[TASK DIRECTIONS] Report, word for word, every line of the material that contains "down".

[DATA LISTING]
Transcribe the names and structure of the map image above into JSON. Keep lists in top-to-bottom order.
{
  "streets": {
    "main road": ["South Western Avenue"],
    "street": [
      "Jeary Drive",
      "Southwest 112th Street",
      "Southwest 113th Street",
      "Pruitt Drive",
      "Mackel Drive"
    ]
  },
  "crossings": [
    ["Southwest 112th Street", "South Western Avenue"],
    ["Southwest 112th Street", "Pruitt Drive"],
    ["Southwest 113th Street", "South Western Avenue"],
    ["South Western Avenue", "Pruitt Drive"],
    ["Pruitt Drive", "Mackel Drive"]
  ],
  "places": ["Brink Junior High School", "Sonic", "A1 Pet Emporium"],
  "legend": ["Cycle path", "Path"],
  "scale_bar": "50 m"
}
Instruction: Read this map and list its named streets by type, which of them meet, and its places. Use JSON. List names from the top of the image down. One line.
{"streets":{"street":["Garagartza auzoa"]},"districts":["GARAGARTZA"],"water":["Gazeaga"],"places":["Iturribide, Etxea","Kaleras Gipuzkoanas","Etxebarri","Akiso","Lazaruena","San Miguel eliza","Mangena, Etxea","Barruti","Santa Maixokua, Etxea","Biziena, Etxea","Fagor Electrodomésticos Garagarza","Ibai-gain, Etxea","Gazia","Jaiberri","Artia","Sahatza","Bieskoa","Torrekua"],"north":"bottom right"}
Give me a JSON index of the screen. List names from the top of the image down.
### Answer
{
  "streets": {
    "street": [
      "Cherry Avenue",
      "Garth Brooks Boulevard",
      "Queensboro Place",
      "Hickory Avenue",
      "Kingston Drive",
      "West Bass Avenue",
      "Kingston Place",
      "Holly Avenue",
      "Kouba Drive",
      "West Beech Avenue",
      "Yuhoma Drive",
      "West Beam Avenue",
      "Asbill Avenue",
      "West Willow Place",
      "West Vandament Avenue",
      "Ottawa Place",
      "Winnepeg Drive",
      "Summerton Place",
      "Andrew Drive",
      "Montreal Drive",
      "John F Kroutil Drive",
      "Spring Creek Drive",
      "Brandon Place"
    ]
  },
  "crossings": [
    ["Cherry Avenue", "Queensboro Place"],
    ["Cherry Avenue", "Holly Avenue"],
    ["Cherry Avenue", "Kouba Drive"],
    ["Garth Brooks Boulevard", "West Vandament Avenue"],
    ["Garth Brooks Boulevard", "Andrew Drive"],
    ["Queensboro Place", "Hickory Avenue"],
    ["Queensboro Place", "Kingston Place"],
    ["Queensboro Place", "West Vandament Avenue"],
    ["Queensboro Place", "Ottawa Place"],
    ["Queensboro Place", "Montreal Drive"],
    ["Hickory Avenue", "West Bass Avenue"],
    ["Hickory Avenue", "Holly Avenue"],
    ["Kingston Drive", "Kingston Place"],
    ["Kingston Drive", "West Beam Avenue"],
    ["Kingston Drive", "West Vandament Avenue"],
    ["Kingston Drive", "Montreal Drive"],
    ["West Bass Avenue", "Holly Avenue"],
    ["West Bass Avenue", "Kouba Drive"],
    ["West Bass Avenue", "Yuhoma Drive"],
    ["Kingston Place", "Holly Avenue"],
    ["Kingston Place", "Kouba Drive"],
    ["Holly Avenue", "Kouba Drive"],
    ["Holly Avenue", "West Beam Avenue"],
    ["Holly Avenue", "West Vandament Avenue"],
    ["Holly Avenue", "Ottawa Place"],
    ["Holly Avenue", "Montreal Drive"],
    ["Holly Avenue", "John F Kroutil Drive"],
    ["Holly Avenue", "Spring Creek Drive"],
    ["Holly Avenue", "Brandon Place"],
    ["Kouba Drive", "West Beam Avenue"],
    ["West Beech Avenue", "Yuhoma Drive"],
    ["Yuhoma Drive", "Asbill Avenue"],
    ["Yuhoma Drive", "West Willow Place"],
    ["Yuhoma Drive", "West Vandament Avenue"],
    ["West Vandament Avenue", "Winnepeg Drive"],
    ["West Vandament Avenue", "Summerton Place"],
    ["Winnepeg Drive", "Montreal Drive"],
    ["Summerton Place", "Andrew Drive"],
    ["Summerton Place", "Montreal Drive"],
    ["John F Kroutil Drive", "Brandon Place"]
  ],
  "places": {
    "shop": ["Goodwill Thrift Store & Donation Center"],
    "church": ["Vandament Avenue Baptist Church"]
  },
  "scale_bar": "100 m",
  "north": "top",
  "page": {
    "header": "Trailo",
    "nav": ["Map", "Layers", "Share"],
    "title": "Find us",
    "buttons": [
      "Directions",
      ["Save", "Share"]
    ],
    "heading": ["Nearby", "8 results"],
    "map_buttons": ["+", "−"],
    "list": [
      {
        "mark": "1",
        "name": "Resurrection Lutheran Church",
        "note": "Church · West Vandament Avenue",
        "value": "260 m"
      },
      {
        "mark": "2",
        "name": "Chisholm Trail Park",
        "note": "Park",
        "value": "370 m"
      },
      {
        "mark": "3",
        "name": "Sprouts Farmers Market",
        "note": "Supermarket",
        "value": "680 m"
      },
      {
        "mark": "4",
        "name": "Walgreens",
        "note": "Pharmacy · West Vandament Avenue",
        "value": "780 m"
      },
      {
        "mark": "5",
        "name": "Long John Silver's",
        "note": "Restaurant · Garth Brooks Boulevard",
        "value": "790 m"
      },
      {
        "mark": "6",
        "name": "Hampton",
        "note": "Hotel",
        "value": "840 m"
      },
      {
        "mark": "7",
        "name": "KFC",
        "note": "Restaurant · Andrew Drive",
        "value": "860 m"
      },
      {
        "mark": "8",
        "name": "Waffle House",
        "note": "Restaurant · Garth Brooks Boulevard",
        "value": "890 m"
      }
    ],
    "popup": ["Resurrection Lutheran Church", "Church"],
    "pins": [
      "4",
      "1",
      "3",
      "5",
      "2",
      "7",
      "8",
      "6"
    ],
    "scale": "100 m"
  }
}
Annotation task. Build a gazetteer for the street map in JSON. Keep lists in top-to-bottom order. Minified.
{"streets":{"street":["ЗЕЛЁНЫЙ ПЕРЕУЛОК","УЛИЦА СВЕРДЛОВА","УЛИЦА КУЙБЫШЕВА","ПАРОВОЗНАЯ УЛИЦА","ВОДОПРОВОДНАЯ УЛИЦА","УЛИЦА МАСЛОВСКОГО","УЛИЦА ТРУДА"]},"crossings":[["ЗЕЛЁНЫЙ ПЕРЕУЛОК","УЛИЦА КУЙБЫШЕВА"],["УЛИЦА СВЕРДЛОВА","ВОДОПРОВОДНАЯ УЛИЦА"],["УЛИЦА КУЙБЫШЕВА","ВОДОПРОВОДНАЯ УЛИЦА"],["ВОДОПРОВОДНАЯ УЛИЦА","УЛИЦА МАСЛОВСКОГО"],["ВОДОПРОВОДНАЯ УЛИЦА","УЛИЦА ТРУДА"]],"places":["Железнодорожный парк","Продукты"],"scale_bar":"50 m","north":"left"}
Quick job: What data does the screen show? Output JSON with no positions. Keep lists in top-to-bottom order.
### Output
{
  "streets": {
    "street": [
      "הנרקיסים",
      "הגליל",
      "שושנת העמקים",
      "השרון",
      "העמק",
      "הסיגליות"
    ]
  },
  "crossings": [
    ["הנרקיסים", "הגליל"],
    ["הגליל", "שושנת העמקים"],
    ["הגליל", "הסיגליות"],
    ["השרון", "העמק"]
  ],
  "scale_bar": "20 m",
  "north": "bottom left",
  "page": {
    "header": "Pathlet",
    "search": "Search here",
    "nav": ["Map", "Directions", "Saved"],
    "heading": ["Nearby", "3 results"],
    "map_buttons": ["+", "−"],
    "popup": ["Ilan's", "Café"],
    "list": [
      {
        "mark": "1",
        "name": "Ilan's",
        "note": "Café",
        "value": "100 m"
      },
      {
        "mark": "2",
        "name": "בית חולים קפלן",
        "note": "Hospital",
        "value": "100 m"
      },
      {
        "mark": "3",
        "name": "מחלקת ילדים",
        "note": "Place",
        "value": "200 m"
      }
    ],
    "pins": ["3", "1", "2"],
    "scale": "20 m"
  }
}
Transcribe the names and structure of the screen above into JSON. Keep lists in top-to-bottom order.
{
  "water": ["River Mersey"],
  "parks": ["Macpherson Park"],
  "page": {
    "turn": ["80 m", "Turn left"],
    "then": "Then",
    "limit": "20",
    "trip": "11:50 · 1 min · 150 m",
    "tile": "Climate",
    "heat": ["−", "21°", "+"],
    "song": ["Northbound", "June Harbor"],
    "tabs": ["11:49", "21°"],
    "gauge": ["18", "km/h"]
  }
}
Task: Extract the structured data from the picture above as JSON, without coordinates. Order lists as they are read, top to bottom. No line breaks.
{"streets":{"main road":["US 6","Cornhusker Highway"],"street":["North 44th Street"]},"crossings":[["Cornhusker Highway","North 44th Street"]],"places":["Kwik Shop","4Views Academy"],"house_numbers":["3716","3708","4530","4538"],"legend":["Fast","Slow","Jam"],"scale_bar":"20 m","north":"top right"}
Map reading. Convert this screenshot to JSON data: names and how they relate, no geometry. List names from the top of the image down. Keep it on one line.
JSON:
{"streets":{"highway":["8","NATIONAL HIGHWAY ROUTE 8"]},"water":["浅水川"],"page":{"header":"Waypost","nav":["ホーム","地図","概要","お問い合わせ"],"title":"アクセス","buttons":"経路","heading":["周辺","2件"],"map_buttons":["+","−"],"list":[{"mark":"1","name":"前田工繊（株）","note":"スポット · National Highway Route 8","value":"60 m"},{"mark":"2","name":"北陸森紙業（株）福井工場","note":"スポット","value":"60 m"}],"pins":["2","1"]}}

[EXERCISE ANSWER]
Instruction: Read this map and list its named streets by type, which of them meet, and its places. Use JSON. List names from the top of the image down. One line.
Give me a JSON index of the screen. List names from the top of the image down.
Map reading. Convert this screenshot to JSON data: names and how they relate, no geometry. List names from the top of the image down. Keep it on one line.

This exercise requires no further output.